> [TASK DETAILS] Starting at the first line of the entries, extract each line up to and including the one that contains "-41px;filter:drop-shadow(0 1px 2px", but leave out the pictures.

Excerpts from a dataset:
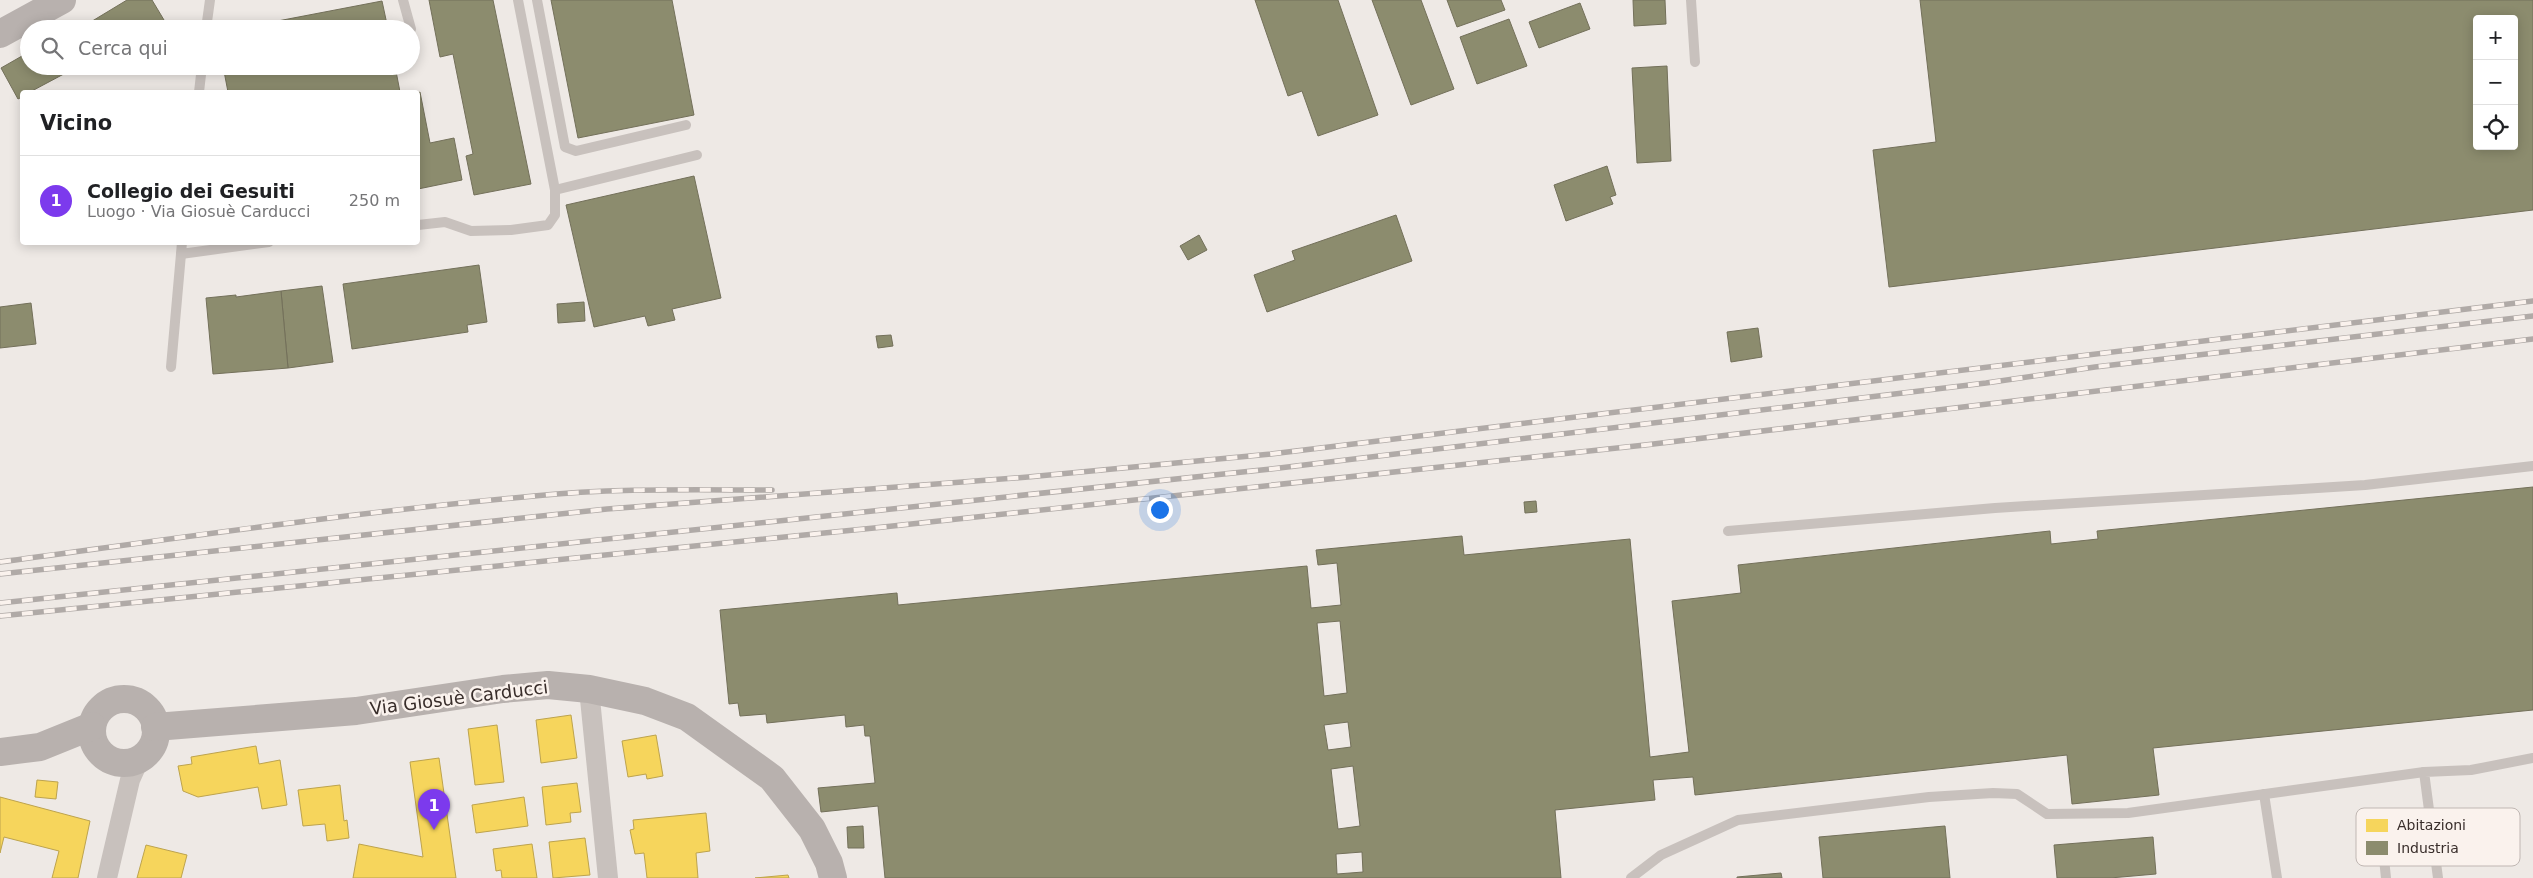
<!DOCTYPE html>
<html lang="it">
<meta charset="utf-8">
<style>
body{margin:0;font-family:"DejaVu Sans",sans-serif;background:#f2f2f2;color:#202124}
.controls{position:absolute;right:15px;top:15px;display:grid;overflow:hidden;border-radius:5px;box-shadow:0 2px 12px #0003}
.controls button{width:45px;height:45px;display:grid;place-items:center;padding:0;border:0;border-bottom:1px solid #e0e0e0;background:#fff;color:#202124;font:25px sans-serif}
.you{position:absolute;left:1159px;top:509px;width:18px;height:18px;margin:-12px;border:4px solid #fff;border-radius:50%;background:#1a73e8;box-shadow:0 0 0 8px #1a73e833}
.badge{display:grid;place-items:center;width:32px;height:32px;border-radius:50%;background:#7c3aed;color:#fff;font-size:16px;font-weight:700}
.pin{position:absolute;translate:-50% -41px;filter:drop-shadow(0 1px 2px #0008)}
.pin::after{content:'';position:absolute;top:26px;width:18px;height:15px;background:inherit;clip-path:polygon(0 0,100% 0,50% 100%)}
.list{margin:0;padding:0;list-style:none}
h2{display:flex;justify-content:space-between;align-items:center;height:65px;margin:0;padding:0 20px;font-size:21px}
h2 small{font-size:16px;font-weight:400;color:#757577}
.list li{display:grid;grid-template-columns:32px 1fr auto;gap:15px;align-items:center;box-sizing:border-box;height:90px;padding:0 20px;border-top:1px solid #e0e0e0}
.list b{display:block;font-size:19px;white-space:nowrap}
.list p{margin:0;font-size:16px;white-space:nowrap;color:#757577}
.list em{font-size:16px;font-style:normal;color:#757577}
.icon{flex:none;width:28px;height:28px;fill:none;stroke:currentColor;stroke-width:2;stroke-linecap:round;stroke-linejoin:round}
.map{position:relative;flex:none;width:2533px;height:878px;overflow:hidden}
.search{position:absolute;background:#fff;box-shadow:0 2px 12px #0003;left:20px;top:20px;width:400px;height:55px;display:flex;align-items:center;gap:12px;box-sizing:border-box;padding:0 18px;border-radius:28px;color:#757577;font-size:19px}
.panel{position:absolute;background:#fff;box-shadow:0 2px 12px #0003;left:20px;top:90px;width:400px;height:155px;border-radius:5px}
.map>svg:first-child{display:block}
.homes{fill:#f6d55c;stroke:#bda34d}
.industry{fill:#8c8c6e;stroke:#73705a;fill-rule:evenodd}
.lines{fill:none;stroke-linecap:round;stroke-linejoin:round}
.lane{stroke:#c8c1bd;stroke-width:10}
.street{stroke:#c8c1bd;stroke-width:20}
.secondary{stroke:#b8b1ae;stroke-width:28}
.rail-casing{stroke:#b0aaa7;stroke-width:5.5}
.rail{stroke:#faf2ed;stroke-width:4;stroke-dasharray:11;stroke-linecap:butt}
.labels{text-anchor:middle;stroke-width:5;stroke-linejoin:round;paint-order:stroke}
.street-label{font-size:18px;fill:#392e2b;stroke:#faf2ed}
.key{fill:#faf2ed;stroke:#c0b7b3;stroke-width:1}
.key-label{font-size:14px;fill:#392e2b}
</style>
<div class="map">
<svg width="2533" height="878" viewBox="0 0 2533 878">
<rect width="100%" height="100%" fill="#eee9e5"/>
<!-- homes -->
<g class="homes">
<polygon points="571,715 577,758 541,763 536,720"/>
<polygon points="497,725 504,782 475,785 468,729"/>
<polygon points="656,735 663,776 647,779 646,774 628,777 622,741"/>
<polygon points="256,746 259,764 280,760 287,805 262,809 258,787 198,797 183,791 178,766 192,764 191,757"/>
<polygon points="439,758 456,878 353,878 359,844 423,857 410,762"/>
<polygon points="37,780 58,782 56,799 35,797"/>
<polygon points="577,783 581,812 570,813 571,822 546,825 542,787"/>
<polygon points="340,785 344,821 347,820 349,838 327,841 325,824 303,826 298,790"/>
<polygon points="0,797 90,821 78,878 52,878 59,851 4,837 0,853"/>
<polygon points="524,797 528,826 476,833 472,805"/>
<polygon points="706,813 710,851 696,853 698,878 647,878 644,853 635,854 630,830 634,829 633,820"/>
<polygon points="585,838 590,875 553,878 549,842"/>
<polygon points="532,844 537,878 502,878 501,870 496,871 493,849"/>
<polygon points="146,845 187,855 181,878 137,878"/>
<polygon points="788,875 789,878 755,878"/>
</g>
<!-- industry -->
<g class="industry">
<polygon points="127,0 152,0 164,20 149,29 92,29 89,23"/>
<polygon points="429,0 493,0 531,184 474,195 466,156 473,154 453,54 440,57"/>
<polygon points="551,0 672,0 694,115 578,138"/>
<polygon points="1255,0 1338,0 1378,115 1318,136 1302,91 1288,96"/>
<polygon points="1372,0 1421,0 1454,89 1411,105"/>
<polygon points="1447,0 1501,0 1505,10 1457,27"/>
<polygon points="1633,0 1665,0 1666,24 1634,26"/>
<path d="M 1920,0 L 2533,0 L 2533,210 L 1889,287 L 1873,150 L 1936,142 ZM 2477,19 L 2514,19 L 2514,146 L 2477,146 Z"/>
<polygon points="382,1 388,29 263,29 262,24"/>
<polygon points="1580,3 1590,29 1539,48 1529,22"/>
<polygon points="1509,19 1527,66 1477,84 1460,37"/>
<polygon points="29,52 29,66 75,68 30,92 22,92 22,97 18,99 1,68"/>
<polygon points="223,66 395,66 400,92 228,92"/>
<polygon points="1667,66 1671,161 1637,163 1632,68"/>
<polygon points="420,92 430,143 454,138 462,180 418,189 418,93"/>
<polygon points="1607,166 1616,195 1610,197 1613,204 1566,221 1554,185"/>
<polygon points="694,176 721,298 672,309 675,320 648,326 645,316 594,327 566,205"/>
<polygon points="1396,215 1412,261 1267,312 1254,275 1295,260 1292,251"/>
<polygon points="1199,235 1207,250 1188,260 1180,246"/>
<polygon points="479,265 487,322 467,325 468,332 352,349 343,284"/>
<polygon points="322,286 333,362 288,368 281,291"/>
<polygon points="281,291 288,368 213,374 206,298 236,295 236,297"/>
<polygon points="584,302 585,321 558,323 557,304"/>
<polygon points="31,303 36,344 0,348 0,307"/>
<polygon points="1758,328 1762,357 1731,362 1727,332"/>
<polygon points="891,335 893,346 878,348 876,336"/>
<path d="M 2533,487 L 2533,710 L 2153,748 L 2159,795 L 2072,804 L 2067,755 L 1695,795 L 1693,777 L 1653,780 L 1655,800 L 1555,810 L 1561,878 L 885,878 L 878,806 L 821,812 L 818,788 L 875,783 L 870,736 L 865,736 L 864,725 L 846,727 L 845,715 L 767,723 L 766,714 L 740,716 L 738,703 L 729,704 L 720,610 L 897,593 L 898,605 L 1307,566 L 1311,608 L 1341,605 L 1337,563 L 1318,565 L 1316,550 L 1462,536 L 1464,555 L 1630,539 L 1650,757 L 1689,752 L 1672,601 L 1741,593 L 1738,565 L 2050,531 L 2051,544 L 2098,539 L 2097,531 ZM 1340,621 L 1347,693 L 1324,696 L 1317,623 ZM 1348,722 L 1351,747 L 1328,750 L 1324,725 ZM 1353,766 L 1360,826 L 1338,829 L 1331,769 ZM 1362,852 L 1363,872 L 1337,874 L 1336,854 Z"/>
<polygon points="1536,501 1537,512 1525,513 1524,502"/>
<polygon points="863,826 864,848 848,848 847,827"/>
<polygon points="1945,826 1950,878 1823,878 1819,837"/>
<polygon points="2153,837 2156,874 2110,878 2057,878 2054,845"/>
<polygon points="1781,873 1782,878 1737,878 1737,877"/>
</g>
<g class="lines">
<!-- lane -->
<g class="lane">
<polyline points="403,0 411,29"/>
<polyline points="537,0 565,147 576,151 686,125"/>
<polyline points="1691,0 1695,62"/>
<polyline points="206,29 210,0"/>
<polyline points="199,92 202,66"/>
<polyline points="555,190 697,155"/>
<polyline points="418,225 445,222 471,231 511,230 548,225 555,215 555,190 518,0"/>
<polyline points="182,242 181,254 269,242"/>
<polyline points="171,367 181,254"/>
<polyline points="1728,531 1995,508 2365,485 2533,466"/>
<polyline points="2264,794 2277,878"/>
<polyline points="1631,878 1661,855 1738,820 1929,797 1993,793 2017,794 2047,814 2128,813 2424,772"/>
<polyline points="2386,878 2382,839 2432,834"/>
<polyline points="2438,878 2424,772 2471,770 2533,758"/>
</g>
<!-- street -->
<g class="street">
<polyline points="589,689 608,878"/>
<polyline points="107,878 130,780 139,760"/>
</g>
<!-- secondary -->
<g class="secondary">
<polyline points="0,34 62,0"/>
<circle cx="124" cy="731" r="32"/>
<polyline points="155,727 356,711 503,689 548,685 589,689 645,701 687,717 772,778 812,829 829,863 833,878"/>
<polyline points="0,752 40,747 92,726"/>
</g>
<defs>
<g id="rail">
<path d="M 0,562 C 178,538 355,512 534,496 C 613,488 693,490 772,490"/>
<polyline points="0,574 607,509 1028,477 1271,454 2533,301"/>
<polyline points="0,603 1271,469 1986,383 2095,367 2533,316"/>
<polyline points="0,616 874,528 1645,445 2533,339"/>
</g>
</defs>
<!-- rail casing -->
<use href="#rail" class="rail-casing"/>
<!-- rail -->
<use href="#rail" class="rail"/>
</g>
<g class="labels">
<!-- street labels -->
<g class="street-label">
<text transform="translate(459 698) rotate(-7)" y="6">Via Giosuè Carducci</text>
</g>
</g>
<!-- legend -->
<rect x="2356" y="808" width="164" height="58" rx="8" class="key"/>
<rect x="2366" y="819" width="22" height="13" fill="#f6d55c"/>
<rect x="2366" y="841" width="22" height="14" fill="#8c8c6e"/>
<g class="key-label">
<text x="2397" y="830">Abitazioni</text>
<text x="2397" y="853">Industria</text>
</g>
</svg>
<div class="controls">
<button>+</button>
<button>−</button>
<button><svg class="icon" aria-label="locate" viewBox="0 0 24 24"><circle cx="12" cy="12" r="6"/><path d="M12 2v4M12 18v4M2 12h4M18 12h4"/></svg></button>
</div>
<div class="you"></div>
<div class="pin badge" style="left:434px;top:830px">1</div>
<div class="search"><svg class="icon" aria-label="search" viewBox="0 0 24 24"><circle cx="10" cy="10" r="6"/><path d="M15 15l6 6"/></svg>Cerca qui</div>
<section class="panel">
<h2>Vicino<small></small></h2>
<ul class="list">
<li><span class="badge">1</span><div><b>Collegio dei Gesuiti</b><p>Luogo · Via Giosuè Carducci</p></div><em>250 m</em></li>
</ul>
</section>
</div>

> [TASK RESULT]
<!DOCTYPE html>
<html lang="it">
<meta charset="utf-8">
<style>
body{margin:0;font-family:"DejaVu Sans",sans-serif;background:#f2f2f2;color:#202124}
.controls{position:absolute;right:15px;top:15px;display:grid;overflow:hidden;border-radius:5px;box-shadow:0 2px 12px #0003}
.controls button{width:45px;height:45px;display:grid;place-items:center;padding:0;border:0;border-bottom:1px solid #e0e0e0;background:#fff;color:#202124;font:25px sans-serif}
.you{position:absolute;left:1159px;top:509px;width:18px;height:18px;margin:-12px;border:4px solid #fff;border-radius:50%;background:#1a73e8;box-shadow:0 0 0 8px #1a73e833}
.badge{display:grid;place-items:center;width:32px;height:32px;border-radius:50%;background:#7c3aed;color:#fff;font-size:16px;font-weight:700}
.pin{position:absolute;translate:-50% -41px;filter:drop-shadow(0 1px 2px #0008)}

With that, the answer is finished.